A central task of regulation is usually to deal with prices and preventing hidden price rises through reduced standards of service. There are two basic types of price regulation: (a) rate of return or profit control, under which the regulator places limits on the returns on invested capital, dividends payable to shareholders, or capital reserves; and (b) price control - regulators peg allowable price increases to an independent measure such as the retail price index, possibly adjusted for expected efficiency gains.
Rate of return regulation is used with capital investments. After determining an appropriate rate of return on the investment, the regulatory agency sets the maximum return that the utility may earn on its assets for a specified period. The advantage of this approach is that it keeps prices at competitive levels and gives comfort to investors that they will be able to earn a return on their investment - which may lower the cost of capital. But in practice there are several problems. It can reduce the incentives of regulated utilities to lower maintenance and operating expenditures while over-investing in capital outlays. If the allowed rate of return is greater than the utility's cost of capital, the utility will be inclined to maximize its profits by substituting capital investments for other inputs to its production. And if the allowed rate of return is less than the cost of capital, the utility may have an incentive to use a less capital-intensive method of production than it otherwise would. In both cases the result will be higher costs than necessary.
Price control regulation involves the setting of a general "cap" on prices. This cap is usually determined by reference to the inflation rate and to an assessment of the potential for efficiency improvements by the regulated utility. The main advantage of this approach is that it provides utilities with an incentive to reduce costs and operate efficiently, because they keep any profits generated by increases in productivity above those postulated by the regulator. The approach has several drawbacks.
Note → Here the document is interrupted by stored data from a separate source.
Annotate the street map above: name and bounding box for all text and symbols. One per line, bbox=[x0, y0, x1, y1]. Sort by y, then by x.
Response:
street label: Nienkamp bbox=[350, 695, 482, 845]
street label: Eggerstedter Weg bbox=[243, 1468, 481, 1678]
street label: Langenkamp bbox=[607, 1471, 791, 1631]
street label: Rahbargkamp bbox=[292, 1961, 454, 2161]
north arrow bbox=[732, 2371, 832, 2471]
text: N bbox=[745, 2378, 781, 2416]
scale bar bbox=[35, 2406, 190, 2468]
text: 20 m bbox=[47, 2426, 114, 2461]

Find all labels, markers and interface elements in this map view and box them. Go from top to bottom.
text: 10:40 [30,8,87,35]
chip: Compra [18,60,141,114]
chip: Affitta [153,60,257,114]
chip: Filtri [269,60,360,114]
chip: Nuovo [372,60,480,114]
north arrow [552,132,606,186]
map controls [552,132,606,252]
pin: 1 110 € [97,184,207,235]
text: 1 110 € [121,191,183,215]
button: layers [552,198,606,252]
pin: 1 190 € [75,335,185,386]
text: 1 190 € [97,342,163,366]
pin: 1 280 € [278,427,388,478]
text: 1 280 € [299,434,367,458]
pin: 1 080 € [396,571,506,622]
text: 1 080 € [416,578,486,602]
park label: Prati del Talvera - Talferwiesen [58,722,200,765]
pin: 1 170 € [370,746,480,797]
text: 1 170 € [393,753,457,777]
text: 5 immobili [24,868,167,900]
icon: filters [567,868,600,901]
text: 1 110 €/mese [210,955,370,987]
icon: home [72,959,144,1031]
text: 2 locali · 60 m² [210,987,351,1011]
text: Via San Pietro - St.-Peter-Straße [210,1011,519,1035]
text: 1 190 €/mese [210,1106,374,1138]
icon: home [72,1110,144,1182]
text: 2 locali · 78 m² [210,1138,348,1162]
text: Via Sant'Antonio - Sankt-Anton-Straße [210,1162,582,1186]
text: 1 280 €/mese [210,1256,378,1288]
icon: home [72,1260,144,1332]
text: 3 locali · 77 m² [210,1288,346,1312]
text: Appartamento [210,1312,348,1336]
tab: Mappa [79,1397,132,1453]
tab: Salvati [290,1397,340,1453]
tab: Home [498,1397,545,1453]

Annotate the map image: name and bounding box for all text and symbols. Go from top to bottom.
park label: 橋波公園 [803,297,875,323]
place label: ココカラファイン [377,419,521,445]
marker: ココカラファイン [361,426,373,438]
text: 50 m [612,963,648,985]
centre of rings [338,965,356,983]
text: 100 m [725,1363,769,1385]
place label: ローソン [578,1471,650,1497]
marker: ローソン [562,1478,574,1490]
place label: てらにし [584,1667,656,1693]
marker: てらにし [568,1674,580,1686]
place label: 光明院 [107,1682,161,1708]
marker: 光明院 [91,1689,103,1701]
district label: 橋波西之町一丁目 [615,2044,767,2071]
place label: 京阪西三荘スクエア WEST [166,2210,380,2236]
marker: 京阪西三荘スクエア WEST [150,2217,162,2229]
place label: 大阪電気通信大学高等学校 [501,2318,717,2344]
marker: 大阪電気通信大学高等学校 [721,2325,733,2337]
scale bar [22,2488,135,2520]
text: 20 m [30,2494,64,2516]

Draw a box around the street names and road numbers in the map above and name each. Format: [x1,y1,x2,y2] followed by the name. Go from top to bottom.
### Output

If the price is set too high, the private trade operator or investor will earn high profits, which may be unacceptable to the public. If the price is set too low, the level and quality of service may fall because the operator finds it impossible to earn a reasonable rate of return; investors are then placed at risk and the cost of capital may increase accordingly. Expected productivity gains may also be set too high, a risk the investor must confront each time the cap is renegotiated, which may be five to six times over the life of a 30-year concession. Price caps may not be attractive if the primary concern is to promote new investments by the regulated utility. Price cap regulation is used in England and Wales, where a national agency reviews pricing policy and tariffs every five years. Both rate of return and price cap regulation require extensive and reliable information on all aspects of the utility business.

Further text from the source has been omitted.